**THE PROBLEM**
Print nothing but the lines below starting at the line that holds "M1323 1163 1449" and ending at the line that holds "M372 740 373 747 360 763 359 755Z", including both, each exactly as written.

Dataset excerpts

BEGIN

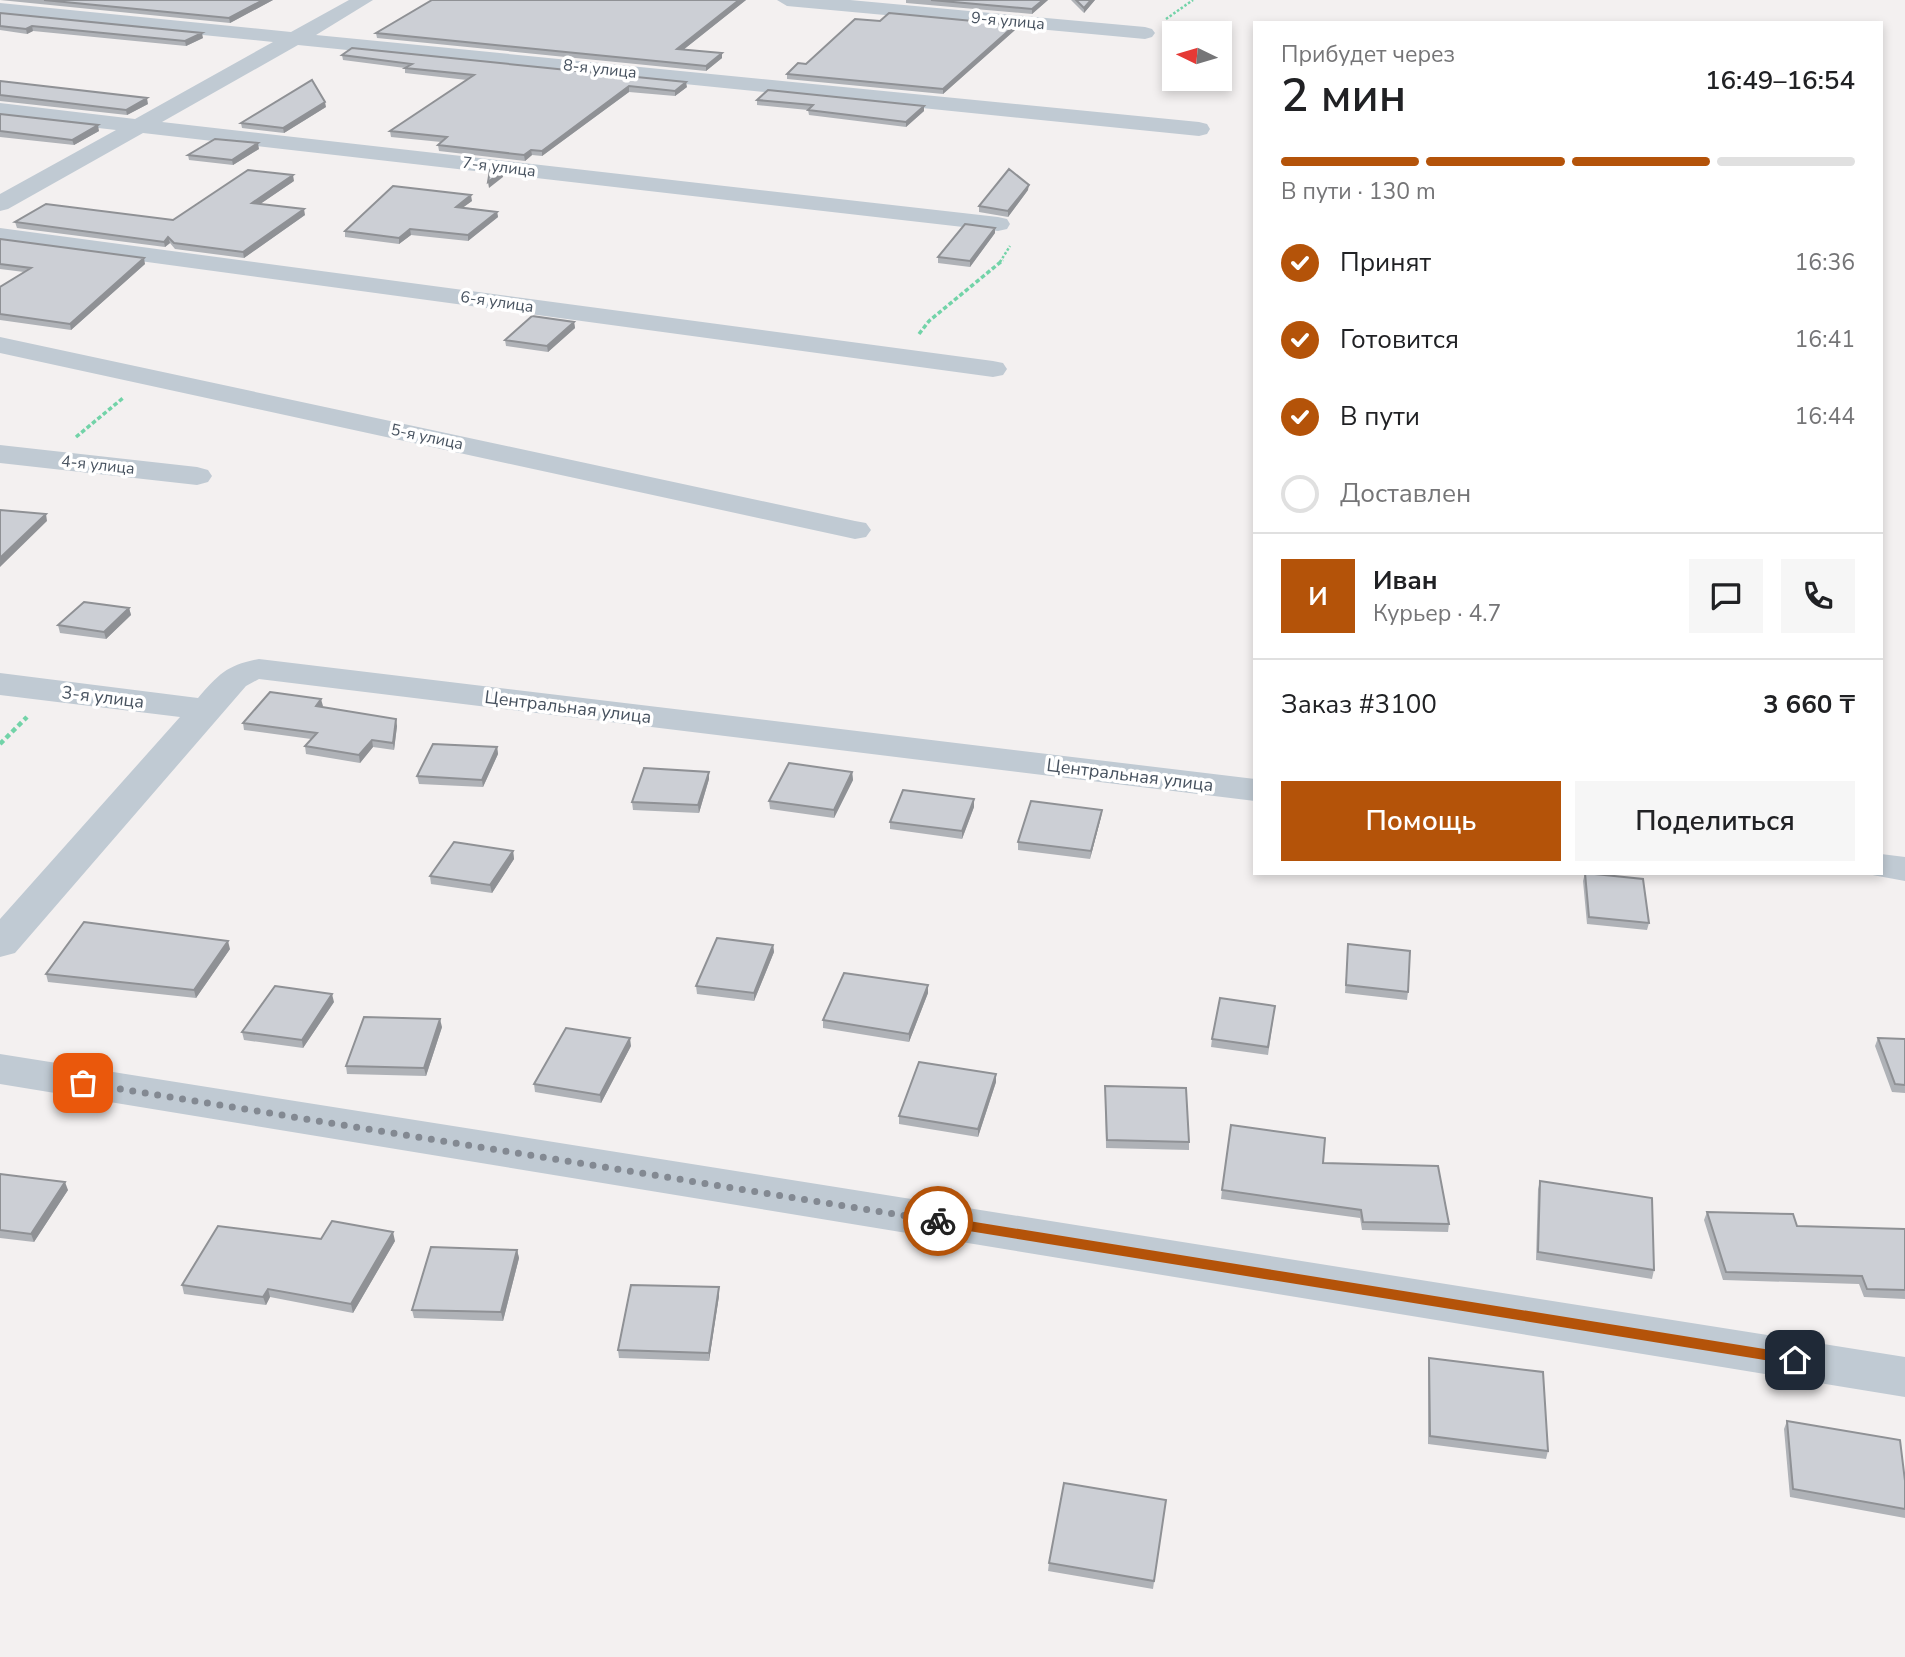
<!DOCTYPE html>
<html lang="ru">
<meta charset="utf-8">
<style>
body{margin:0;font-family:"Nunito Sans",sans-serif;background:#f6f6f6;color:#202124;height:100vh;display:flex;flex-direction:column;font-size:26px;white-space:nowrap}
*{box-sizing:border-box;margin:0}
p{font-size:23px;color:#757577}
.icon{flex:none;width:38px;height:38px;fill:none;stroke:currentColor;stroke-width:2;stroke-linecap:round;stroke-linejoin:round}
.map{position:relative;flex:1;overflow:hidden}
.side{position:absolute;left:1253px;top:21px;width:630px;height:854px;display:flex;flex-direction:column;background:#fff;border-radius:0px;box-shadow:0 4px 10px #0003}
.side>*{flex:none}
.needle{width:46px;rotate:275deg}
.buttons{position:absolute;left:1162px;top:21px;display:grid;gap:14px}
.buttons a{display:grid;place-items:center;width:70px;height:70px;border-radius:0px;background:#fff;box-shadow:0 4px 10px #0003;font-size:35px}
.pin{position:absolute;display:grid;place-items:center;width:60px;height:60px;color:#fff;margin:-30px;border-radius:14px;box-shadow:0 4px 10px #0006}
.courier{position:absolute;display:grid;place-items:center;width:70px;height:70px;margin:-35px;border:5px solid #b45309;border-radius:50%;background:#fff;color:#222;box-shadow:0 2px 9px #0007}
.headline em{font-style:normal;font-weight:600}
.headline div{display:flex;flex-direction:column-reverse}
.headline{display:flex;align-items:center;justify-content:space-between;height:119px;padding:0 28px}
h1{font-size:46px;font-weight:600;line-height:52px}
.bar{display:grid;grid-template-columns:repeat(4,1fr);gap:10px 7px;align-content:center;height:84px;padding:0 28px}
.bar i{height:9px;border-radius:5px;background:#e0e0e0}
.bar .active{background:#b45309}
.bar p{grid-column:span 4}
.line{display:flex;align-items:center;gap:18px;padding:0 28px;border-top:2px solid #e0e0e0}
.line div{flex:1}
.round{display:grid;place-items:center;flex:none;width:74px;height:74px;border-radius:0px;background:#f6f6f6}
ol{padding:0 28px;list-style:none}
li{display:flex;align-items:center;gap:21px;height:77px}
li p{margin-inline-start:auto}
li .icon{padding:7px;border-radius:50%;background:#b45309;color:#fff;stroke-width:4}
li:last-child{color:#757577}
li i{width:38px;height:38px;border:4px solid #e0e0e0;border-radius:50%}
.button{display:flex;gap:14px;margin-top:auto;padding:14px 28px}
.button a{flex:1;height:80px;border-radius:0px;background:#b45309;color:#fff;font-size:28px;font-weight:600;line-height:80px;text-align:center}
.button a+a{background:#f6f6f6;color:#202124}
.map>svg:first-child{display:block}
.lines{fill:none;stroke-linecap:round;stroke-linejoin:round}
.path-far2{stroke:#72d3a8;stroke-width:2.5;stroke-dasharray:2.5 2;stroke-linecap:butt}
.path-far1{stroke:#72d3a8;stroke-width:3.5;stroke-dasharray:4.5 2.5;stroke-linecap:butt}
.path{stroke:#72d3a8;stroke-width:4.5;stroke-dasharray:5 3.5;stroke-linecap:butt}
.street{fill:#c0cad3;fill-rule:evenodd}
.wall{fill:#afb2b7}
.shaded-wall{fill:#8f9195}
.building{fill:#cccfd5;stroke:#8f9195;stroke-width:2}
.route{fill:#b45309}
.done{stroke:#838992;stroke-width:7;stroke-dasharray:0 12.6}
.labels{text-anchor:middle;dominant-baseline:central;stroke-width:7;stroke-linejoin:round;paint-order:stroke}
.far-street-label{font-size:16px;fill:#47525f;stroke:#fff}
.street-label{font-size:18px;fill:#47525f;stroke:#fff}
</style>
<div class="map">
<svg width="1905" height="1657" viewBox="0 0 1905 1657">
<rect width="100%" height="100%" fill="#f3f0f0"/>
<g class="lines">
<!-- path-far2 -->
<path class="path-far2" d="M1166 19 1193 0
M1000 262 1010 246"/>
<!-- path-far1 -->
<path class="path-far1" d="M919 334 929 321 1003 260
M76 437 123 398"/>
<!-- path -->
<path class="path" d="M0 744 27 717"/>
<!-- street -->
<path class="street" d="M349 0H373L316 35 1199 122 1207 124 1210 129 1207 134 1199 136 298 45 162 122 998 217 1007 219 1010 224 1007 229 998 231 143 133 8 209 0 211V194L116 130 0 117V103L135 119 273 42 0 15V3L291 32Z
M777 0H850L1145 27 1152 29 1155 33 1152 37 1145 39 787 6Z
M0 228 993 361 1003 363 1007 369 1003 375 993 377 0 242Z
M0 337 855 521 866 523 871 530 866 537 855 539 0 353Z
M0 445 197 467 208 470 212 476 208 482 197 485 0 463Z
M259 659 1255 779V801L259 679 246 686 15 953 0 957V919L180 717 0 695V673L198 698C219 674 227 665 259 659Z
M1881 854 1905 857V881L1867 874 1881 873Z
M0 1054 1905 1357V1397L0 1084Z"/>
</g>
<!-- wall -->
<path class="wall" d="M0 0H273L230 23Z
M432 0H746L683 50 722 58 706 71 377 38 376 33Z
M906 0H1048L1032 14 906 3Z
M1071 0H1095L1084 13Z
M0 13 203 38 186 46 33 31 27 34 0 30Z
M880 21 1015 25V30L943 94 787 79V74L806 64Z
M342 55 687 87 675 96 629 92 542 156 532 155 525 161 439 151 438 145 441 142 391 137 390 131 467 80 405 73V68L343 60Z
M0 81 148 104 127 115 0 101Z
M757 100 924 106V111L906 127 809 115 808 110 757 105Z
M326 107 284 133 242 128 241 123Z
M0 114 99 131 74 145 0 137Z
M259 149 233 165 189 160 188 155Z
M294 181 260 204 305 215 244 258 175 249 170 243 165 247 17 228 15 222 173 220Z
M1028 190 1008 217 979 212V206Z
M472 201 463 207 497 212 498 217 468 241 411 235 399 244 345 237V231Z
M995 233 970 267 938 263V257Z
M0 239 145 264 71 330 0 320V287L24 272 0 269Z
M574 322 575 328 548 352 506 346 505 340Z
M129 608 131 615 106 639 60 633 58 625Z
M323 707 397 726 394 750 373 747 360 763 306 754 305 746 311 739 244 730 243 723Z
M497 747 498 754 483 787 419 784 417 776Z
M709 772V779L699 813 633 810 632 802Z
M852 772 853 780 834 818 770 809 769 801Z
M974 799V807L962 839 890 829V822Z
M1102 810 1101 817 1090 859 1018 850V842Z
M513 851 514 859 492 893 431 884 430 876Z
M1585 873 1649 923 1647 930 1587 924 1583 881Z
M1348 944 1408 992 1407 1000 1345 993Z
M773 945 774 952 754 1001 697 994 696 986Z
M230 949 196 998 48 982 46 974Z
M928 985V993L909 1042 823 1028V1020Z
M334 1002 303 1048 244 1040 242 1032Z
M1274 1014 1268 1055 1211 1047 1212 1039Z
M442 1027 426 1076 347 1074 346 1066Z
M1878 1038 1905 1039V1093L1892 1092 1875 1046Z
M631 1046 601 1103 535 1092 534 1084Z
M996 1074V1082L978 1137 899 1124V1116Z
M1105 1086 1189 1142V1150L1106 1148Z
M1323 1163 1449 1224 1448 1232 1362 1230 1360 1218 1221 1199 1222 1190Z
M0 1174 68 1190 34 1242 0 1238Z
M1540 1181 1654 1270 1652 1279 1536 1260 1538 1189Z
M1707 1212 1797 1226 1905 1229V1299L1864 1297 1859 1284 1723 1280 1704 1220Z
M321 1239 395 1241 353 1313 270 1297 266 1305 184 1294 182 1285Z
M517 1250 519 1258 503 1321 414 1318 412 1310Z
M719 1287V1296L709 1361 619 1358 618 1350Z
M1429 1358 1548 1451 1546 1459 1428 1444V1367Z
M1787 1421 1905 1509V1518L1790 1497 1784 1429Z
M1166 1500 1153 1589 1048 1571 1049 1563Z"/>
<!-- shaded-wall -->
<path class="shaded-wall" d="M263 0H273L230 23 229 18Z
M739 0H746L678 54 677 49Z
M1043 0H1048L1032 14V9Z
M1091 0H1095L1084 13V8Z
M1015 25V30L943 94V89Z
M32 26 33 31 27 34 26 29Z
M202 33 203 38 186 46 185 41Z
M722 53V58L706 71V66Z
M686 82 687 87 675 96V91Z
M629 86V92L542 156V151Z
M147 98 148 104 127 115 126 110Z
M325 102 326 107 284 133 283 128Z
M924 106V111L906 127V122Z
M98 125 99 131 74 145 72 140Z
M258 143 259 149 233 165 232 160Z
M531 150 532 155 525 161 524 155Z
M503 171V177L489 188 488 182Z
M293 175 294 181 253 209 252 203Z
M1029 185 1028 190 1008 217V211Z
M471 195 472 201 457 212 456 207Z
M304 209 305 215 244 258 243 252Z
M497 212 498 217 468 241V235Z
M995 228V233L970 267V261Z
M410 229 411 235 399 244V238Z
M168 237 170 243 165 247 164 242Z
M144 258 145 264 71 330 70 324Z
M574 322 575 328 548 352 547 346Z
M46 514 47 521 0 567V558Z
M129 608 131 615 106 639 104 632Z
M321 699 323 706H316Z
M396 719 397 726 394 750 393 743Z
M372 740 373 747 360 763 359 755Z
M497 747 498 754 483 787 482 780Z
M709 772V779L699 813 698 805Z
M852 772 853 780 834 818V810Z
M974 799V807L962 839V831Z
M1102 810 1101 817 1090 859 1091 851Z
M513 851 514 859 492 893 490 885Z
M228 941 230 949 196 998 194 990Z
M773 945 774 952 754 1001V993Z
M928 985V993L909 1042V1034Z
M332 994 334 1002 303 1048 302 1040Z
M440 1019 442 1027 426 1076 424 1068Z
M630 1038 631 1046 601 1103 600 1095Z
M996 1074V1082L978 1137V1129Z
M65 1182 68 1190 34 1242 31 1234Z
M393 1232 395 1241 353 1313 351 1304Z
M517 1250 519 1258 503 1321 501 1312Z
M719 1287V1296L709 1361V1353Z
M268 1289 270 1297 266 1305 263 1297Z"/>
<!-- building -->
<path class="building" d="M44 0H263L229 18Z
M432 0H739L677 49 722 53 706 66 376 33Z
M931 0H1043L1032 9Z
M1076 0H1091L1084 8Z
M0 13 202 33 185 41 32 26 26 29 0 26Z
M889 13 1015 25 943 89 787 74 798 63 806 64 855 19 880 21Z
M352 48 686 82 675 91 629 86 542 151 531 150 524 155 438 145 447 137 390 131 474 75 405 68 412 64 342 55Z
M312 80 325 102 283 128 241 123Z
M0 81 147 98 126 110 0 95Z
M768 90 924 106 906 122 808 110 813 105 757 100Z
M0 114 98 125 72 140 0 131Z
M215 139 258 143 232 160 188 155Z
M1009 169 1029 185 1008 211 979 206Z
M248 170 293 175 252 203 304 209 243 252 174 243 168 237 164 242 15 222 46 204 173 220Z
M490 170 503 171 488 182Z
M393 186 471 195 456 207 497 212 468 235 410 229 399 238 345 231Z
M965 224 995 228 970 261 938 257Z
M0 239 144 258 70 324 0 314V287L31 268 0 264Z
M532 316 574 322 547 346 505 340Z
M0 510 46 514 0 558Z
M84 602 129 608 104 632 58 625Z
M270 692 321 699 316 706 396 719 393 743 372 740 359 755 305 746 317 733 243 723Z
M433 744 497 747 482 780 417 776Z
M789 763 852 772 834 810 769 801Z
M644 768 709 772 698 805 632 802Z
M903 790 974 799 962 831 890 822Z
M1031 801 1102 810 1091 851 1018 842Z
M454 842 513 851 490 885 430 876Z
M1585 873 1643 879 1649 923 1589 917Z
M84 922 228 941 194 990 46 974Z
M717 938 773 945 754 993 696 986Z
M1348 944 1410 951 1408 992 1346 985Z
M844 973 928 985 909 1034 823 1020Z
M275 986 332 994 302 1040 242 1032Z
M1220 998 1275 1006 1268 1047 1212 1039Z
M364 1017 440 1019 424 1068 346 1066Z
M566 1028 630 1038 600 1095 534 1084Z
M1878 1038 1905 1039V1085L1895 1084Z
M919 1062 996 1074 978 1129 899 1116Z
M1105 1086 1186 1088 1189 1142 1107 1140Z
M1231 1125 1325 1138 1323 1163 1438 1166 1449 1224 1363 1222 1361 1210 1222 1190Z
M0 1174 65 1182 31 1234 0 1230Z
M1540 1181 1652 1198 1654 1270 1538 1252Z
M1707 1212 1793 1214 1797 1226 1905 1229V1290L1867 1289 1862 1276 1726 1272Z
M332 1221 393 1232 351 1304 268 1289 263 1297 182 1285 218 1226 321 1239Z
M431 1247 517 1250 501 1312 412 1310Z
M631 1285 719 1287 709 1353 618 1350Z
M1429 1358 1543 1372 1548 1451 1430 1436Z
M1787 1421 1900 1440 1905 1481V1509L1793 1489Z
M1064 1483 1166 1500 1154 1581 1049 1563Z"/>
<!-- route -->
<path class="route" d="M938 1216 1795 1354 1802 1360 1795 1365 938 1226 930 1221Z"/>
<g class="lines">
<!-- done -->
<path class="done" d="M83 1083 938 1221"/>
</g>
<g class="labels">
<!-- far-street labels -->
<g class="far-street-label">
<text transform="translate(1008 21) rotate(5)">9-я улица</text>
<text transform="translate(600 69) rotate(6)">8-я улица</text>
<text transform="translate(499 167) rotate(7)">7-я улица</text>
<text transform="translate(497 302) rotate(8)">6-я улица</text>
<text transform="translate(427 437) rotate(12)">5-я улица</text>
<text transform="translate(98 465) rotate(6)">4-я улица</text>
</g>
<!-- street labels -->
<g class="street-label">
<text transform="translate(103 697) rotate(7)">3-я улица</text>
<text transform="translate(568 707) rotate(7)">Центральная улица</text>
<text transform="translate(1130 775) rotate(7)">Центральная улица</text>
</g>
</g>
</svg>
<div class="buttons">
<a><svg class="needle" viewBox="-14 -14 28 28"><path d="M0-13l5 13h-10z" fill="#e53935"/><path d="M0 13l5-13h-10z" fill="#757577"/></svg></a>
</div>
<div class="pin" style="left:83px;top:1083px;background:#ea580c"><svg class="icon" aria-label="bag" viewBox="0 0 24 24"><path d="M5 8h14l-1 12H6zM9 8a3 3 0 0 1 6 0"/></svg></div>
<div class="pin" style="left:1795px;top:1360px;background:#1f2937"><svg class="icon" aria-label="home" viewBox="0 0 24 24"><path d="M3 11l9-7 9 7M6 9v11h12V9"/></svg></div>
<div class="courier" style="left:938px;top:1221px"><svg class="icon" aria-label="bike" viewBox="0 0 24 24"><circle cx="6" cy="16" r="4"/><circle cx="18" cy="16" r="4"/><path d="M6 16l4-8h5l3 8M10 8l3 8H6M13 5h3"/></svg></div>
<section class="side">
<div class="headline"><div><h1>2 мин</h1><p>Прибудет через</p></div><em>16:49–16:54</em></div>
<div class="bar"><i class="active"></i><i class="active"></i><i class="active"></i><i></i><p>В пути · 130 m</p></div>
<ol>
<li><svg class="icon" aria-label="check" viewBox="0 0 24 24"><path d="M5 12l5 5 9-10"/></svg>Принят<p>16:36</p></li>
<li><svg class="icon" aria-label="check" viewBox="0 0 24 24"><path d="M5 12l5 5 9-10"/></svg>Готовится<p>16:41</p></li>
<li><svg class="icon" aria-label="check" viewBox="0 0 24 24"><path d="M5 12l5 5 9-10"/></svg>В пути<p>16:44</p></li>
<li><i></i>Доставлен</li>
</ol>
<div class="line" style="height:126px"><b class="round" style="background:#b45309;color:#fff">И</b><div><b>Иван</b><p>Курьер · 4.7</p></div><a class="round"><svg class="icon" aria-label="chat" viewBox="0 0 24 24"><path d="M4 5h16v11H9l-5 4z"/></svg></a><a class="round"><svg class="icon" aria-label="phone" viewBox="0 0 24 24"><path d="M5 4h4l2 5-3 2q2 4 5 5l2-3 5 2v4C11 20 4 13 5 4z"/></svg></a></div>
<div class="line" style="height:91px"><div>Заказ #3100</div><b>3 660 ₸</b></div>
<div class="button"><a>Помощь</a><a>Поделиться</a></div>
</section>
</div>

END

**RESULT OF THE EXERCISE**
M1323 1163 1449 1224 1448 1232 1362 1230 1360 1218 1221 1199 1222 1190Z
M0 1174 68 1190 34 1242 0 1238Z
M1540 1181 1654 1270 1652 1279 1536 1260 1538 1189Z
M1707 1212 1797 1226 1905 1229V1299L1864 1297 1859 1284 1723 1280 1704 1220Z
M321 1239 395 1241 353 1313 270 1297 266 1305 184 1294 182 1285Z
M517 1250 519 1258 503 1321 414 1318 412 1310Z
M719 1287V1296L709 1361 619 1358 618 1350Z
M1429 1358 1548 1451 1546 1459 1428 1444V1367Z
M1787 1421 1905 1509V1518L1790 1497 1784 1429Z
M1166 1500 1153 1589 1048 1571 1049 1563Z"/>
<!-- shaded-wall -->
<path class="shaded-wall" d="M263 0H273L230 23 229 18Z
M739 0H746L678 54 677 49Z
M1043 0H1048L1032 14V9Z
M1091 0H1095L1084 13V8Z
M1015 25V30L943 94V89Z
M32 26 33 31 27 34 26 29Z
M202 33 203 38 186 46 185 41Z
M722 53V58L706 71V66Z
M686 82 687 87 675 96V91Z
M629 86V92L542 156V151Z
M147 98 148 104 127 115 126 110Z
M325 102 326 107 284 133 283 128Z
M924 106V111L906 127V122Z
M98 125 99 131 74 145 72 140Z
M258 143 259 149 233 165 232 160Z
M531 150 532 155 525 161 524 155Z
M503 171V177L489 188 488 182Z
M293 175 294 181 253 209 252 203Z
M1029 185 1028 190 1008 217V211Z
M471 195 472 201 457 212 456 207Z
M304 209 305 215 244 258 243 252Z
M497 212 498 217 468 241V235Z
M995 228V233L970 267V261Z
M410 229 411 235 399 244V238Z
M168 237 170 243 165 247 164 242Z
M144 258 145 264 71 330 70 324Z
M574 322 575 328 548 352 547 346Z
M46 514 47 521 0 567V558Z
M129 608 131 615 106 639 104 632Z
M321 699 323 706H316Z
M396 719 397 726 394 750 393 743Z
M372 740 373 747 360 763 359 755Z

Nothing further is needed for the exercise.